--- Task input ---

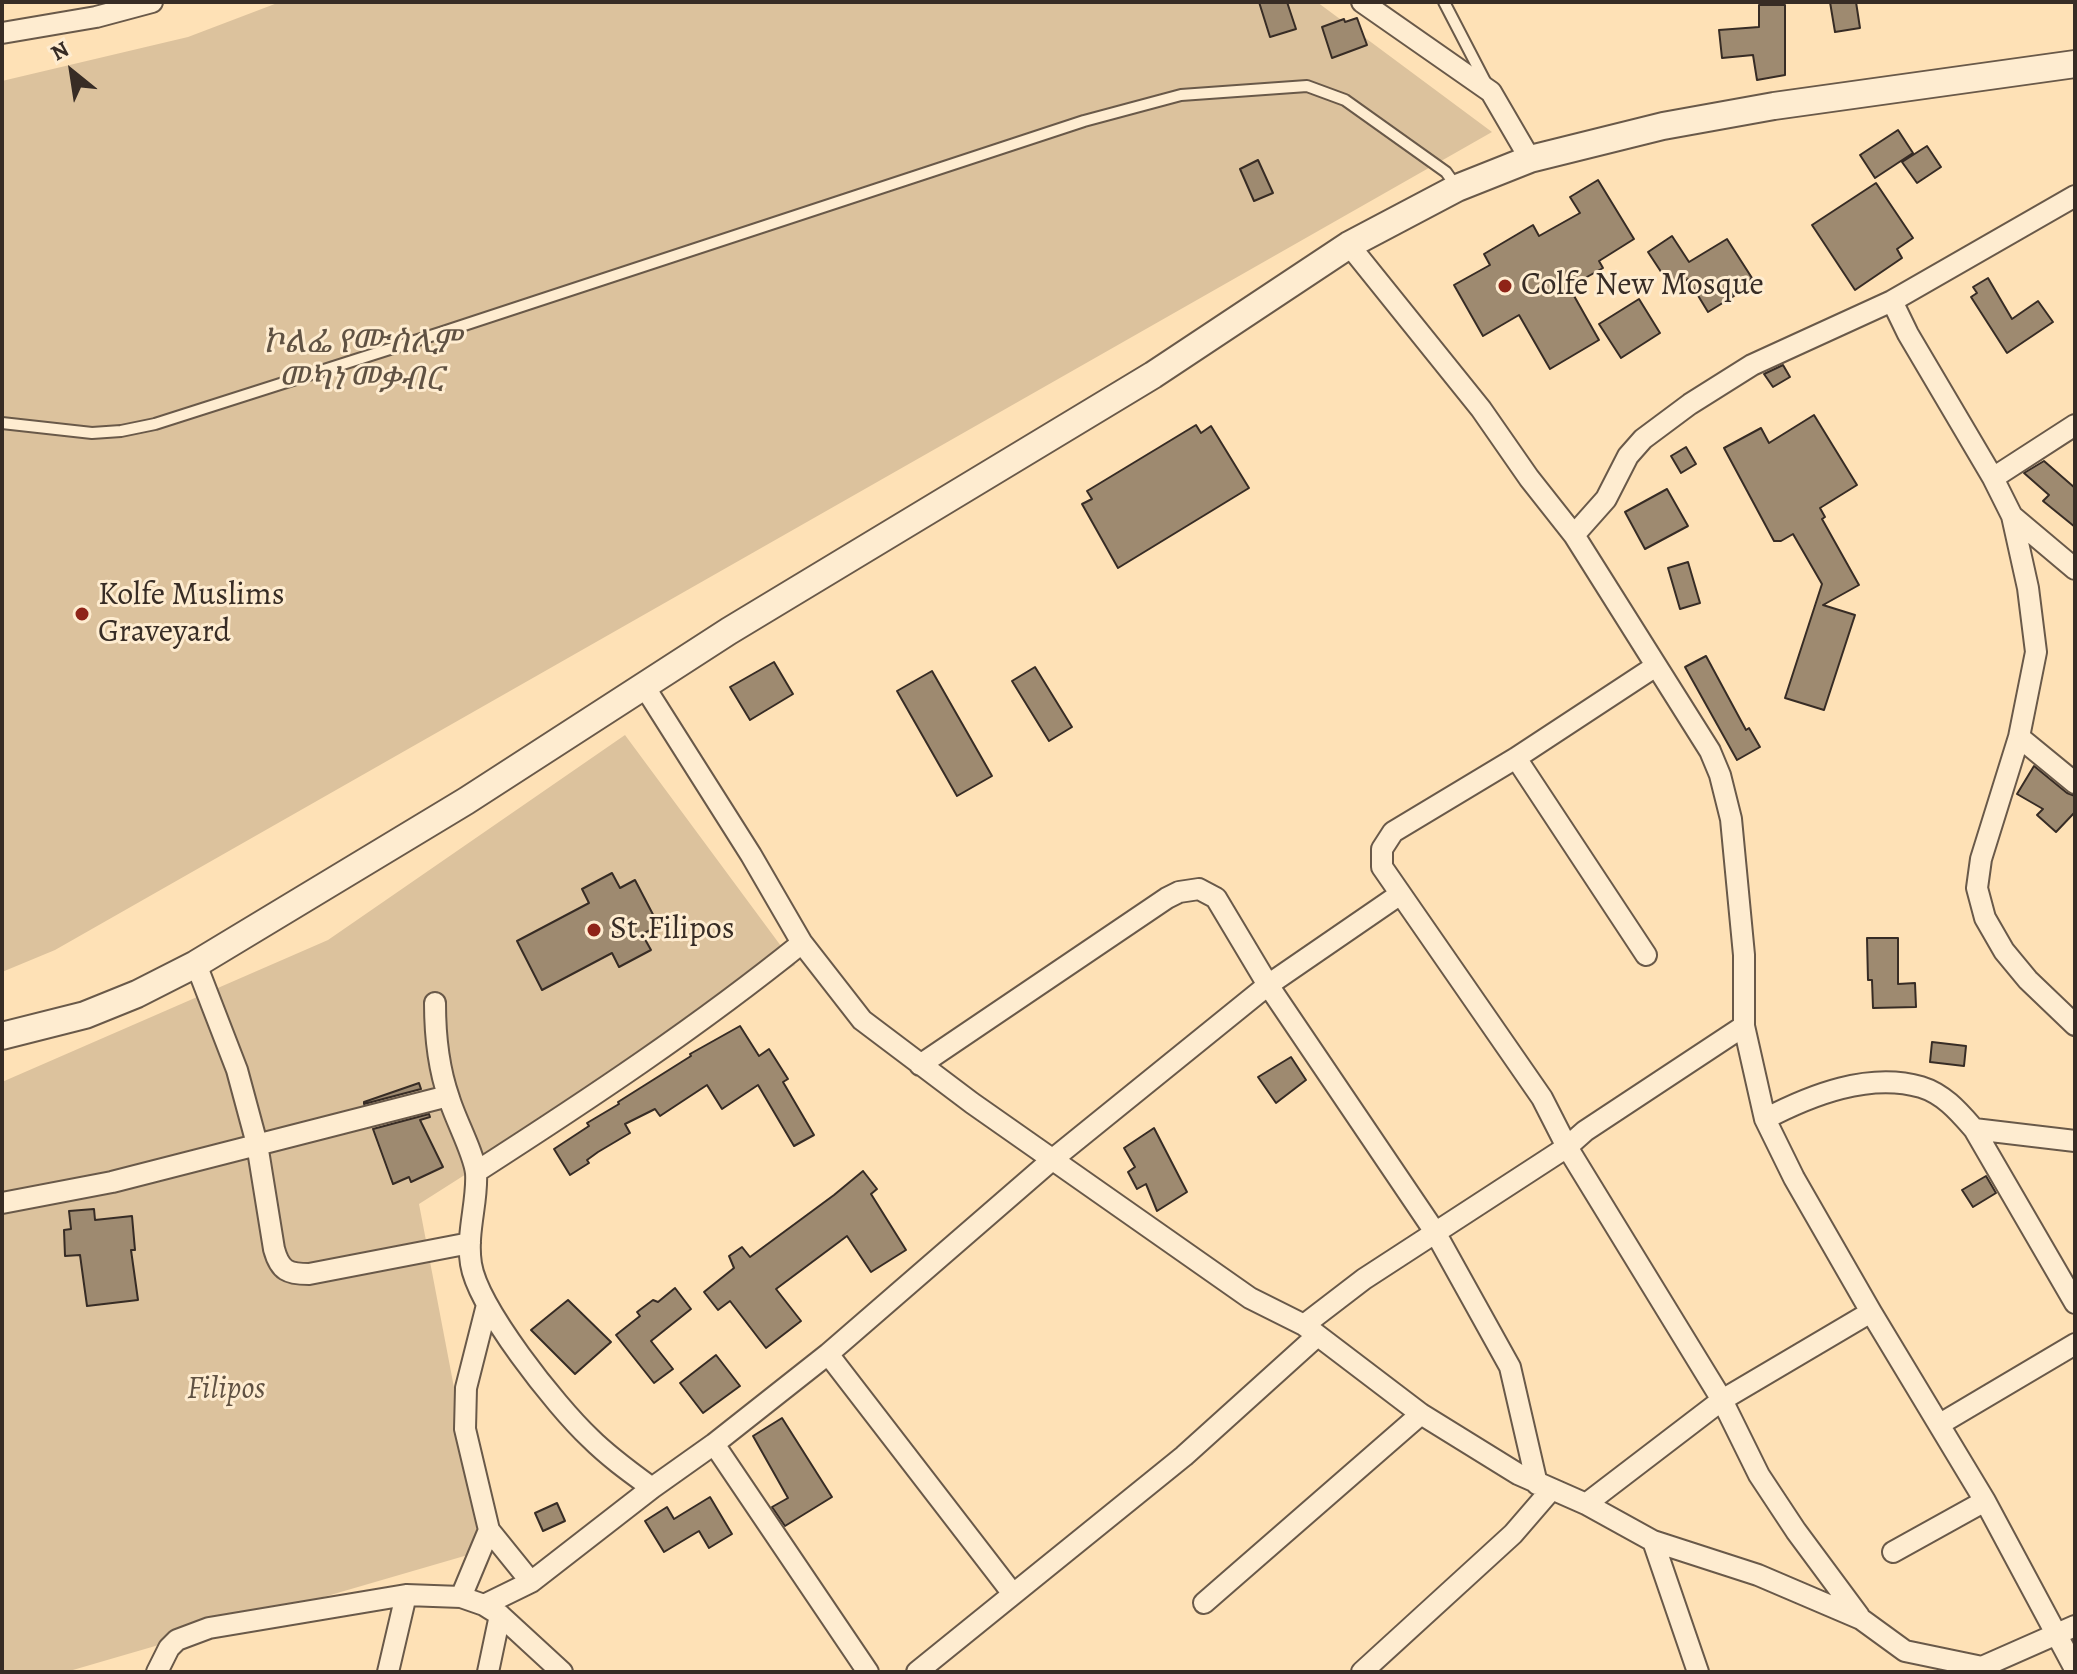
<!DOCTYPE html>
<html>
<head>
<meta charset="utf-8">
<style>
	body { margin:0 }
	#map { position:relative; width:2077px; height:1674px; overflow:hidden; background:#fee1b6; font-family:Alegreya,serif }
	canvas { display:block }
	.frame { position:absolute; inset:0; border:4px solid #372c25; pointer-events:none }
	.north { position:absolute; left:32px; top:32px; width:80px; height:80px; -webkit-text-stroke:6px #feecd0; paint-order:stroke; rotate:330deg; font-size:22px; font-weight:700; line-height:32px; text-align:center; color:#372c25 }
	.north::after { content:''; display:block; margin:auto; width:28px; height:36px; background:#372c25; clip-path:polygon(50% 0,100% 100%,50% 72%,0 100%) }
</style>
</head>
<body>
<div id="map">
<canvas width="2077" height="1674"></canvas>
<div class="frame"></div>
<div class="north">N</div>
</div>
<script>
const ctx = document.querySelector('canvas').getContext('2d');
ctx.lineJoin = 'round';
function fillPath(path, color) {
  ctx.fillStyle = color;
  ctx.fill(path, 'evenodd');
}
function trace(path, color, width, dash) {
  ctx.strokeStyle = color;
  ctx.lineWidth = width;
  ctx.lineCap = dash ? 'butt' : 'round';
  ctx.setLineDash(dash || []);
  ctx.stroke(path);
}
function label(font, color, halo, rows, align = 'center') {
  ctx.font = font + ' Alegreya,"Noto Serif Ethiopic",serif';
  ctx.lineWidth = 6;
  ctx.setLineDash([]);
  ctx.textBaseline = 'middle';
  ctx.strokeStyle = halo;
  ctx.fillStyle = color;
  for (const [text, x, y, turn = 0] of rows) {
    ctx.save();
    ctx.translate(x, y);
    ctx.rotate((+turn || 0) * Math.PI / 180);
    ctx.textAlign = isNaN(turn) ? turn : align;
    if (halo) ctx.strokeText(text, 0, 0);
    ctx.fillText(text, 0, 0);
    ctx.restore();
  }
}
const green = new Path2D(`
	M280,2h1037l175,130 -1437,818 -53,22v-891l186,-44z
	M625,735l170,230 -376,239 66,346 -419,122h-64v-590l326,-142z`);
const building = new Path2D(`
	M1259,2h28l9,27 -26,8z
	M1830,2h26l4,26 -25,4z
	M1759,5h26v70l-28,5 -4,-25 -31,3 -3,-28 40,-3z
	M1357,18l10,27 -35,13 -10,-31 22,-8 1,3z
	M1898,130l15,23 -38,25 -15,-23z
	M1927,146l14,21 -24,16 -15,-21z
	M1258,160l15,33 -19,8 -14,-32z
	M1598,180l36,59 -35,22 4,7 -34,19 30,53 -49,29 -31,-54 -36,21 -29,-51 36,-20 -6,-11 49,-29 6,11 41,-23 -10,-16z
	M1876,183l37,55 -16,11 5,9 -47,32 -43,-65z
	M1672,236l17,26 38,-23 25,39 -21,13 3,5 -26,16 -20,-33 -15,11 -25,-38z
	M1988,278l24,41 26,-18 15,21 -46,31 -36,-56 6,-4 -4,-6z
	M1639,299l21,34 -39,25 -22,-34z
	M1783,365l7,12 -17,10 -9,-13z
	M1814,415l43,70 -37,23 5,9 -3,2 37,66 -36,20 32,10 -31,95 -39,-12 37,-114 -29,-50 -12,7h-7l-50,-93 37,-20 8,15z
	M1196,425l5,8 10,-7 38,62 -131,80 -36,-64 10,-5 -5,-8z
	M1686,447l10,17 -15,9 -10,-17z
	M2044,461l31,27v39l-32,-26 6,-6 -25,-22z
	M1667,489l21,37 -43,23 -20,-37z
	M1688,562l12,41 -20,6 -12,-41z
	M1706,656l40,74 3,-2 11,19 -23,13 -52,-93z
	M774,662l19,32 -43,26 -20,-33z
	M1035,667l37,60 -23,14 -37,-60z
	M932,671l60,105 -35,20 -60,-105z
	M2034,766l33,27 8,3v16l-19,20 -19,-17 6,-6 -26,-15z
	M612,873l8,15 15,-8 24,46 -17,8 9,16 -32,17 -7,-14 -70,37 -25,-49 72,-38 -7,-14z
	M1867,938h31v46l17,-1 1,24 -43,1 -1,-28h-4z
	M740,1026l19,30 10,-7 19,30 -5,3 31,53 -20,11 -36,-61 -36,24 -15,-24 -47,31 -5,-7 -30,15 5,9 -32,19 -11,8 2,3 -19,12 -16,-26 35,-23 -2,-3 32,-19 -1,-2 73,-46 -1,-2z
	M1932,1042l34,4 -2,20 -34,-4z
	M1291,1057l15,23 -30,23 -18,-26z
	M419,1083l2,6 -57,15v-2z
	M429,1114l1,3 -10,3 23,47 -32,15 -2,-5 -16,7 -20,-55z
	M1154,1128l33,64 -30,19 -11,-27 -9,5 -9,-17 7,-5 -11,-19z
	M863,1171l14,18 -6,5 35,56 -35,22 -24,-36 -71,53 25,32 -35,27 -36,-47 -12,9 -14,-18 30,-24 -5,-12 13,-9 8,10 84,-62z
	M1986,1176l10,17 -23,14 -11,-17z
	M94,1209l1,11 37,-4 3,34h-4l7,50 -51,6 -7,-51 -15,1 -1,-26 7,-1 -2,-18z
	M675,1288l16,21 -40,32 22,28 -19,14 -38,-48 24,-19 -3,-4 16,-12 5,2z
	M568,1300l43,42 -36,32 -44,-44z
	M716,1355l24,31 -37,27 -23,-30z
	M782,1418l50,79 -47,29 -13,-19 16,-9 -35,-62z
	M710,1497l22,37 -23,14 -10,-17 -35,21 -19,-31 22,-14 7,12z
	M557,1503l8,18 -22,10 -8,-18z`);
const service = new Path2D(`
	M1444,2l42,81
	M2,423l90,10 29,-2 34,-7 288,-92 641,-211 97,-26 126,-9 38,14 101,72 10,14`);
const minor = new Path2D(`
	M1362,2l129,90 39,67
	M2,33l94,-16 56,-15
	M1349,245l132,164 48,69 45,57 136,216 10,24 11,44 13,136v71l21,93 29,59 77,134 114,189 90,168
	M1892,301l16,33 85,144 19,38 16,72 8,64 -17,85 -38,122 -4,29 8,30 19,33 24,29 47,45
	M1993,478l82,-53
	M2012,516l63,53
	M1574,535l32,-36 22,-43 15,-17 47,-35 62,-39 140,-64 183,-105
	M1656,666l-140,92 -123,74 -11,17v18l160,231 25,49 155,253 149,-88
	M644,686l107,169 51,88 60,77 110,83 278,195 54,27 117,89 97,60 68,30 67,37 105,34 103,44 44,32 77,16 93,-41
	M2019,737l56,46
	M1516,758l130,197
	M196,964l41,106 20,74 17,105c6,22 14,25 35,25l161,-31
	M435,1003c0,33 3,64 14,95 6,21 25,55 27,75 2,28 -10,60 -5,91 7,44 85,142 119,174 19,19 40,34 62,50
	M920,1065l247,-167 12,-6 20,-3 17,9 52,87 167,247 75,135 27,117
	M1765,1119c46,-24 104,-47 156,-32 23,7 38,25 53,42l101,174
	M1974,1129l101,12
	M476,1172c112,-72 222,-145 326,-229
	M2,1203l110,-21 336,-86
	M487,1305l-21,83 -1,41 24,101 42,52
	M1304,1325l60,-46 203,-132 18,-16 159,-105
	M828,1354l185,240
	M1940,1424l135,-80
	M714,1444l154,228
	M1586,1504l136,-104 37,75 37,56 63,85
	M1653,1541l45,131
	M1893,1552l92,-51
	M461,1597l28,-67
	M1204,1603l217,-189
	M484,1605l47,-23 121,-94 62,-44 114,-90 225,-195 215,-174 131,-90
	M157,1672l12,-24 8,-8 32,-12 197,-33 55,2 23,8 16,10 62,57
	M388,1672l18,-77
	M488,1672l12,-57
	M917,1672l267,-216 133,-120
	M1362,1672l151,-138 38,-44`);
const tertiary = new Path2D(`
	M2,1036l83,-21 52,-21 59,-30 270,-163 263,-170 424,-256 196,-130 108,-57 73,-29 133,-33 111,-20 301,-42`);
const markers = [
	[1505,286,8,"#8f2418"],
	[82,614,8,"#8f2418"],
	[594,930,8,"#8f2418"]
];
const poiNames = [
	["Colfe New Mosque",1521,286],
	["Kolfe Muslims",98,596],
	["Graveyard",98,633],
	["St.Filipos",610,930]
];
const parkNames = [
	["ኮልፌ የሙስሊም",361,344],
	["መካነ መቃብር",361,381],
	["Filipos",226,1390]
];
fillPath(green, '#dcc29d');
fillPath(building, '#9e8a70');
trace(building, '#372c25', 2);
trace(service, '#695949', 14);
trace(minor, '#695949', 24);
trace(tertiary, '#695949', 30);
trace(service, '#feecd0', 10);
trace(minor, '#feecd0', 20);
trace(tertiary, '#feecd0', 26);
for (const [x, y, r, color] of markers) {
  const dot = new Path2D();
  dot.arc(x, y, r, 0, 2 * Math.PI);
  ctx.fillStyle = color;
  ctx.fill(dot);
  trace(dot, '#feecd0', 3);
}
label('32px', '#372c25', '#feecd0', poiNames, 'left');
label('italic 32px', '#605243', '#feecd0', parkNames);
</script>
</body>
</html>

---

- Exercise: Check each line in the entries above for the string "canvas", then give the number of matching lines alone.

- Response: 3